Na patelni rozgrzewamy tłuszcz, kładziemy osuszoną rybę (jeśli ma skórę, to skórą do dołu), po chwili odwracamy ją na drugą stronę, powinna się tylko ściąć, a nie wysmażyć. Spryskujemy sokiem z cytryny, posypujemy lekko solą i pieprzem i odkładamy do przestudzenia. Gdy wystygnie dzielimy rybę przy pomocy widelca na mniejsze kawałki (pozbawiając ją wcześniej skóry), łączymy z posiekanymi kaparami i kawałeczkami serów. Doprawiamy do smaku.

Jarmuż wysypujemy z opakowania do rondla, podlewamy odrobiną wody i gotujemy aż zmięknie (ok. 15 minut). Odciskamy go z płynu i siekamy drobno, pozbywając się przy okazji zbyt grubych kawałków łodyg. Łączymy z serami, ziołami, czosnkiem, oliwkami. Wyrabiamy w miarę jednolitą masę, doprawiamy.

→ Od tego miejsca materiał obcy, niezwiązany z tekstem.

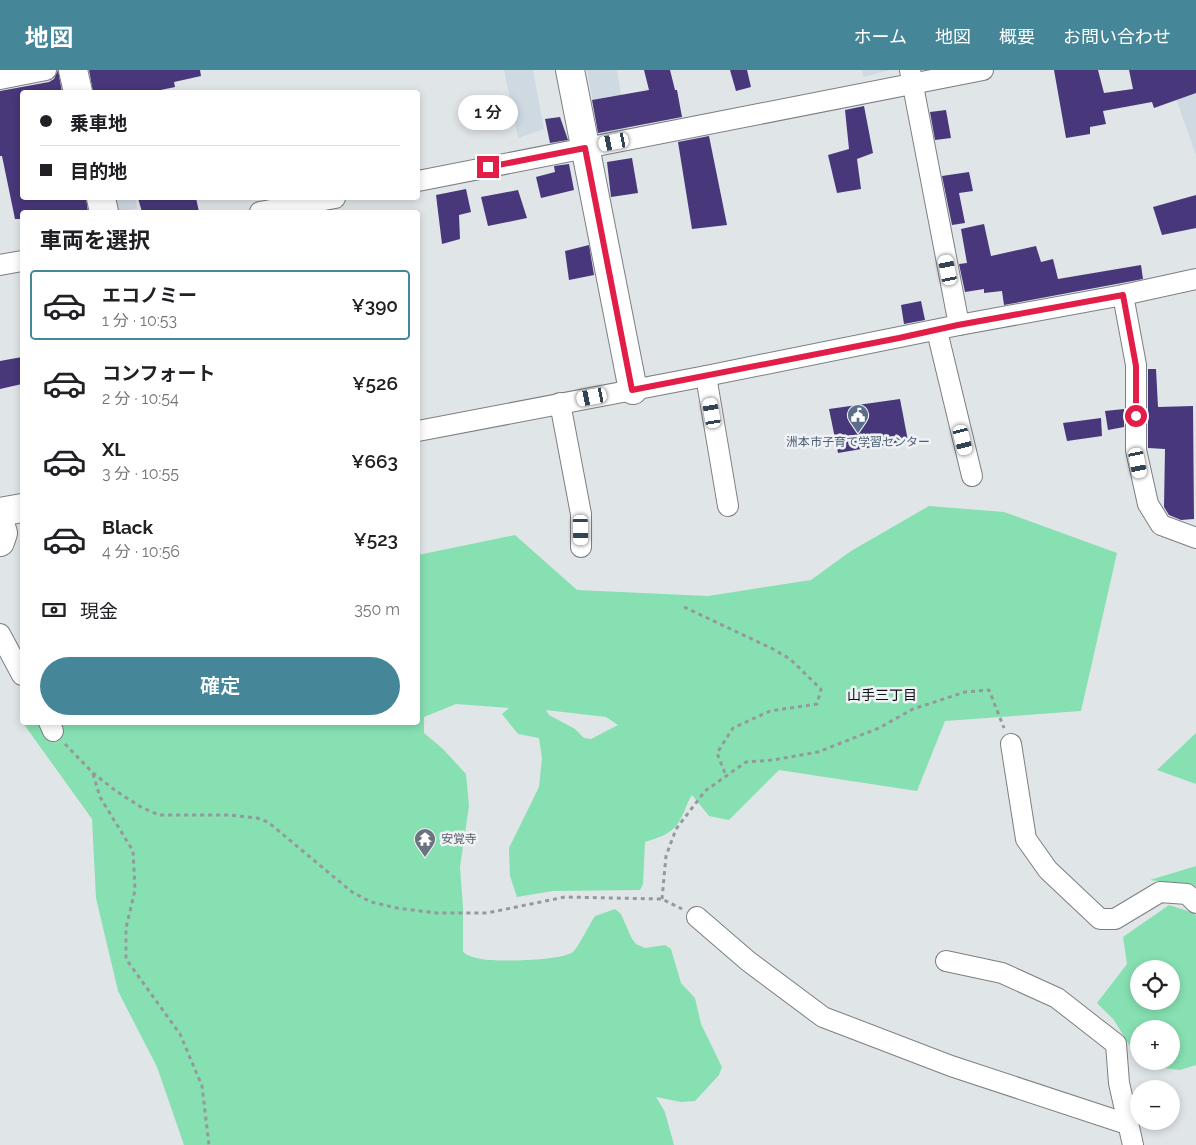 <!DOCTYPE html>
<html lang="ja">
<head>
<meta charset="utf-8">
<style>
  :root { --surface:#fff; --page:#f6f6f6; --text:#202124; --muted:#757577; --line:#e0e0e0; --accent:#458699 }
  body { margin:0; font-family:Raleway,"Noto Sans JP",sans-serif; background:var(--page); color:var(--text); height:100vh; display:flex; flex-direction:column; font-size:19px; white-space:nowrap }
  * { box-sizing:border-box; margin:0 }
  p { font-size:16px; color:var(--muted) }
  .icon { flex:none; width:28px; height:28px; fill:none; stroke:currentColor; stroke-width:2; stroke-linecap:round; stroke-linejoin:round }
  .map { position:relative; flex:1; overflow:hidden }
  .sheet { position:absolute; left:20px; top:140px; width:400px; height:515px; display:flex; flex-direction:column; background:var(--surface); border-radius:5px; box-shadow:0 2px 8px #0003 }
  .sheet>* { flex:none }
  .hud { position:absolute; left:20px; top:20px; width:400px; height:110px; border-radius:5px; box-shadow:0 2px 8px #0003; display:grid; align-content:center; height:110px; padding:0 20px; background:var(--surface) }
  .fabs { position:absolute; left:1130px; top:890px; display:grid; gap:10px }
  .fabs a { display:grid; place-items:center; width:50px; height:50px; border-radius:50%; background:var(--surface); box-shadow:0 2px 8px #0003; font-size:25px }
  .end { position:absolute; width:22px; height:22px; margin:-11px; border:6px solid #e11d48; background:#fff; box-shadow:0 0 0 2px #fff }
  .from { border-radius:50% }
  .bubble { position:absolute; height:35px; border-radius:18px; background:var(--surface); box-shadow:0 2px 8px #0003; font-size:16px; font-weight:600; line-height:35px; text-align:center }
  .car { position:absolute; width:15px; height:30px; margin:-15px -8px; border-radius:6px; box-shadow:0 0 4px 1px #0007; background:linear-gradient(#fff 24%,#345 0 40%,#fff 0 76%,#345 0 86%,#fff 0) }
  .hud b { display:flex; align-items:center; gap:18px; height:48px; font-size:19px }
  .hud b+b { border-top:1px solid var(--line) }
  .hud i { width:12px; height:12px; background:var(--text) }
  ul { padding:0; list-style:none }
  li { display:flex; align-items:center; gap:15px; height:70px; margin:0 10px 8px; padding:0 10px; border:2px solid transparent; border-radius:5px }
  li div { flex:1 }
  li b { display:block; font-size:19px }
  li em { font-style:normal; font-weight:600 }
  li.selected { border-color:var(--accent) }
  li>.icon { width:45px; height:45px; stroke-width:1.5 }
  h2 { padding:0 20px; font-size:22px; line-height:60px }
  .pay { display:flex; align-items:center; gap:12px; height:55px; padding:0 20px; font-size:19px }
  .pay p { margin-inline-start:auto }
  .action { display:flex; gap:10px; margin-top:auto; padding:10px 20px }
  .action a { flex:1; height:58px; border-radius:30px; background:var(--accent); color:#fff; font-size:20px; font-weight:600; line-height:58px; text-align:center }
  header { display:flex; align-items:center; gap:30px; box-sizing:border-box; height:70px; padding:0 25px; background:var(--accent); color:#fff }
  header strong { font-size:24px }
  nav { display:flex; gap:28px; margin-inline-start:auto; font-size:18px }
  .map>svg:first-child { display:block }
</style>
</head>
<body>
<header>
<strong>地図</strong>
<nav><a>ホーム</a><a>地図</a><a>概要</a><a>お問い合わせ</a></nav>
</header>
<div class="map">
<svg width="1196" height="1075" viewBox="0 0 1196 1075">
  <rect width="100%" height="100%" fill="#e0e5e8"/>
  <g fill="#cfd9e2">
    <path d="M504,0H533L544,59L518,68Z"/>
    <path d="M587,0H617L627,60L599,65Z"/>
    <path d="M862,0H890L863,7Z"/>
    <path d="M1166,0H1196V85Z"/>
    <path d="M105,128H135L137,138L120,142H108Z"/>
  </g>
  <g fill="#87e0b1" fill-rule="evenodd">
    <path d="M929,436L1004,442L1117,483L1081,641L945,651L917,721L779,700L729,750L709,746L692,725C687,732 686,739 682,746C674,764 662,766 645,772L643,814L640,820L553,821L517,827L510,806L509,778L539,717L542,688L539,668L518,664L502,644L509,638L456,634L424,647V663L443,679L466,704L469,736L460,797L463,838V882C468,886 475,888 481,889C496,892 561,891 573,882C578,878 590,853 595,846L615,839L621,844L632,869L636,874L645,878L665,875L671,879L681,913L695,928L701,954L722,997L719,1005L695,1031L681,1032L656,1027L665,1042L674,1075H184L157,997L118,921L96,828L92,749L23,653L418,652V485L515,465L577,520L708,526L811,510L851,481ZM546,640L606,647L618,655L591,669L584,668L575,659L549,645Z"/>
    <path d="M1196,663V714L1157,700Z"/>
    <path d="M1196,796V816L1150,810Z"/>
    <path d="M1169,835L1194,843L1196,846V995L1180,1000L1141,995L1139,991H1171V959H1139V991L1114,950L1097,933L1127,894L1123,867ZM1139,899H1171V931H1139Z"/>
  </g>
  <g fill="#48377a">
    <path d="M58,0L62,22H22V128H86L88,142H22V149H15L2,86H0V21L49,12L54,9Z"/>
    <path d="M89,0H200L201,6L174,12L175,17L151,22H93Z"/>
    <path d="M644,0H670L675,20H677L682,47L598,63L592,30L649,20Z"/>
    <path d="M730,0H747L751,17L736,21Z"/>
    <path d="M1054,0H1098L1104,23L1133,19L1129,0H1196V23L1154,38L1152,32L1103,41L1106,54L1090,57V64L1066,68Z"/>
    <path d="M864,36L873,83L857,89L861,119L837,123L828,85L849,79L845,40Z"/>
    <path d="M946,40L951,68L935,70L930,42Z"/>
    <path d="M560,47L568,70L550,73L545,49Z"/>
    <path d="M709,66L727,155L692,159L678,72Z"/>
    <path d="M632,88L638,123L611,127L607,92Z"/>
    <path d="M569,94L574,120L541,128L536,107L555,102L554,96Z"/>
    <path d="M969,102L973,121L959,123L965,153L952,155L942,106Z"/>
    <path d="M466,119L471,142L459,145L460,169L442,174L436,125Z"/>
    <path d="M518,120L527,148L488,156L481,127Z"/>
    <path d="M1196,125V158L1162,165L1153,137Z"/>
    <path d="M138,128H196L199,142H142Z"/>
    <path d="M984,154L991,186L1036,176L1041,192L1053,189L1058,209L1141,195L1143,209L1004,235L1002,221L984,223V219L965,222L959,194L967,193L961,159Z"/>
    <path d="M589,175L594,205L569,210L565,181Z"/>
    <path d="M921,231L925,250L904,254L901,235Z"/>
    <path d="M22,287V314L0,319V291Z"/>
    <path d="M1148,299H1156L1158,337L1193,336L1194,449L1181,450L1169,445L1164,437L1165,379L1148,378Z"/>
    <path d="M900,329L908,371L838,383L829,339Z"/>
    <path d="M1124,339V357L1108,360L1105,341Z"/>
    <path d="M1101,348L1102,366L1067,371L1063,353Z"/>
  </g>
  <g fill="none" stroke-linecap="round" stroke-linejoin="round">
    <g stroke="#7c7f82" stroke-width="22">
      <g id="street">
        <path d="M910,0L959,255"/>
        <path d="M0,9L46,0"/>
        <path d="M418,111L983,0"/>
        <path d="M260,142L335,128"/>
        <path d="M0,195L22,191"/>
        <path d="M1123,225L1136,295V380L1148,434L1161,455L1196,468"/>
        <path d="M937,261L972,406"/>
        <path d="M706,306L728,436"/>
        <path d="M560,333L581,444V477"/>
        <path d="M418,361L706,306L959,255L1123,225L1196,209"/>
        <path d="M0,564L22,605"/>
        <path d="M49,652L53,661"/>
        <path d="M1011,674L1026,769L1048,800L1100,849H1115L1160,822L1187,824L1196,833"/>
        <path d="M697,847L748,891L823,947L951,996L1127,1054"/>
        <path d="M946,891L1002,903L1057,928L1116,974L1119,1013L1133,1075"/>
      </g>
    </g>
    <g stroke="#7c7f82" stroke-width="30">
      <g id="secondary">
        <path d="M73,0L78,22"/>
        <path d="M570,0L633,320"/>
        <path d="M101,128L104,142"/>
        <path d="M0,442L22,438"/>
        <path d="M0,453L3,463L0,472"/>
      </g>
    </g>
    <g stroke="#95999b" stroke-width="3" stroke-dasharray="4 4" stroke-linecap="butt">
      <path d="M684,537L773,579L790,589L821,619L817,634L770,641L733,658L717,683L726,706"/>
      <path d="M65,674L93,703L116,721L141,737L159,745H229L257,748L268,752L352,822L371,832L397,838L437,843H487L565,827L662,829L682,839"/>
      <path d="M93,704L100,727L133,781L135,820L126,858V889L180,964L202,1016L209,1075"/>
      <path d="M662,829L666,786L676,759L705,721L746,692L773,690L818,682L879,658L913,639L965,622L989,620L1004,658"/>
    </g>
    <use href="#street" stroke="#fff" stroke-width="20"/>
    <use href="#secondary" stroke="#fff" stroke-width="28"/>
  </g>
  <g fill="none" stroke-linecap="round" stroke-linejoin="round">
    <path stroke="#e11d48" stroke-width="6" d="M488,97L585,78L632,320L899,268L958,255L1123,225L1136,296V346"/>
  </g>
  <defs>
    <g id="civic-pin" transform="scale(1.125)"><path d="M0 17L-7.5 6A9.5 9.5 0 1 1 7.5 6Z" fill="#5c6f8a" stroke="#eef2f5"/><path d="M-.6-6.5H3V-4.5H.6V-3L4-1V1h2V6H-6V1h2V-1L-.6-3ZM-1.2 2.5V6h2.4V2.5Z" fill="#fff"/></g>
    <g id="temple-pin" transform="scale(1.125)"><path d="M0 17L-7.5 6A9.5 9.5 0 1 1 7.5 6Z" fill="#6b7280" stroke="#eef2f5"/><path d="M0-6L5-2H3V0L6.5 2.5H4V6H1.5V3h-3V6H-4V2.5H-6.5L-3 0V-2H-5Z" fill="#fff"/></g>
  </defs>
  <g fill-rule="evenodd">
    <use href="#civic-pin" x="858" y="345"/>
    <use href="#temple-pin" x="425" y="769"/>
  </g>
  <g text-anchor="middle" stroke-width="5" stroke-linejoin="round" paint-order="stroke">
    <g font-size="12" fill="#4e5e75" stroke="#eef2f5">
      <text x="858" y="376">洲本市子育て学習センター</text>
    </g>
    <g font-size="12" fill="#5b616d" stroke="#eef2f5" text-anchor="start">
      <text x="441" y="773">安覚寺</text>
    </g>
    <g font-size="14" fill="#0e0f10" stroke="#eef2f5">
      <text x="882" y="630">山手三丁目</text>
    </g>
  </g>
</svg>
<div class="fabs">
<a><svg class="icon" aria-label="locate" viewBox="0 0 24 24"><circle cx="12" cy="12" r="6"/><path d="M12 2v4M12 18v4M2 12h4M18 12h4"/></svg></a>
<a>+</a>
<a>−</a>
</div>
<i class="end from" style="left:1136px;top:346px"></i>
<i class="end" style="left:488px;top:97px"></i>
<div class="bubble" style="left:458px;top:25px;width:60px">1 分</div>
<i class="car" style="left:614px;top:72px;rotate:259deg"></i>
<i class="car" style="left:948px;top:200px;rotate:349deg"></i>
<i class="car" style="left:592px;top:327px;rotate:259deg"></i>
<i class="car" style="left:712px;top:343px;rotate:350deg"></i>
<i class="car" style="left:963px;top:370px;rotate:166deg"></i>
<i class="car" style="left:1138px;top:393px;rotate:169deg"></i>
<i class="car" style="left:581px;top:460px;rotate:179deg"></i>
<div class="hud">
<b><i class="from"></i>乗車地</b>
<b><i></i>目的地</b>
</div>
<section class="sheet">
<h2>車両を選択</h2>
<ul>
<li class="selected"><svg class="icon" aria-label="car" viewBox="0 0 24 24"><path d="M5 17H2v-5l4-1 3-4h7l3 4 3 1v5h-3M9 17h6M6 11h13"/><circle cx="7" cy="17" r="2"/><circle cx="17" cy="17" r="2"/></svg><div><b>エコノミー</b><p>1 分 · 10:53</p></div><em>¥390</em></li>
<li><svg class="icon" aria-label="car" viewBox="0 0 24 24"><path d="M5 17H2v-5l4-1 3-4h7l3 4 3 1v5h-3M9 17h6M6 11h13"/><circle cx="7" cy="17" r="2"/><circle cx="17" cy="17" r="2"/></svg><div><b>コンフォート</b><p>2 分 · 10:54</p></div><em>¥526</em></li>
<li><svg class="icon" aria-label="car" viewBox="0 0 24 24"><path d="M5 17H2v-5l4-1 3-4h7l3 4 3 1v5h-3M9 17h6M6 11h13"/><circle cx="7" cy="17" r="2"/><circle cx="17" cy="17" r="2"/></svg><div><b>XL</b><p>3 分 · 10:55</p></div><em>¥663</em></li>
<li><svg class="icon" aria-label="car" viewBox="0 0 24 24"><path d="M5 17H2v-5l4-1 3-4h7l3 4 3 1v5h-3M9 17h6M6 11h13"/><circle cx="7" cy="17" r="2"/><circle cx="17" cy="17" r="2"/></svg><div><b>Black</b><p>4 分 · 10:56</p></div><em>¥523</em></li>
</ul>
<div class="pay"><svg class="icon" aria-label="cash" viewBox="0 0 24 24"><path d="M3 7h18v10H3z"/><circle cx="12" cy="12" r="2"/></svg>現金<p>350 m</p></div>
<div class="action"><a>確定</a></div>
</section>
</div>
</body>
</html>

W jednej misce mieszamy ze sobą suche składniki (mąka, proszek, zioła, ser, szczypta soli, świeżo zmielony pieprz), w drugiej roztrzepujemy jajka z mlekiem i oliwą. Łączymy ze sobą zawartość obydwu misek – dokładnie, ale krótko!
Włączamy piekarnik – powinien się nagrzać do temp. 180 stopni.

Tortownicę wykładamy papierem do pieczenia. Na spód dajemy cienką warstwę ciasta – by lepiej się rozprowadzało, robimy to przy pomocy zwilżonej wodą łyżki. To ma być naprawdę cienka warstwa – ciasta musi wystarczyć na jeszcze trzy podobne warstwy, a podczas pieczenia i tak bardzo ładnie wyrasta. Na to wykładamy warstwę „jarmużową”, następnie znów ciasto, potem warstwa ryby, znowu ciasto, warstwa soczewicy i na koniec ciasto. Na wierzchu układamy przekrojone na pół pomidorki i posypujemy go posiekanym szczypiorkiem.
Wkładamy do nagrzanego piekarnika i pieczemy ok. 40 minut – aż wierzch ładnie się zezłoci.

Podajemy lekko przestudzony, odgrzewany na drugi dzień nie traci nic a nic ze smaku.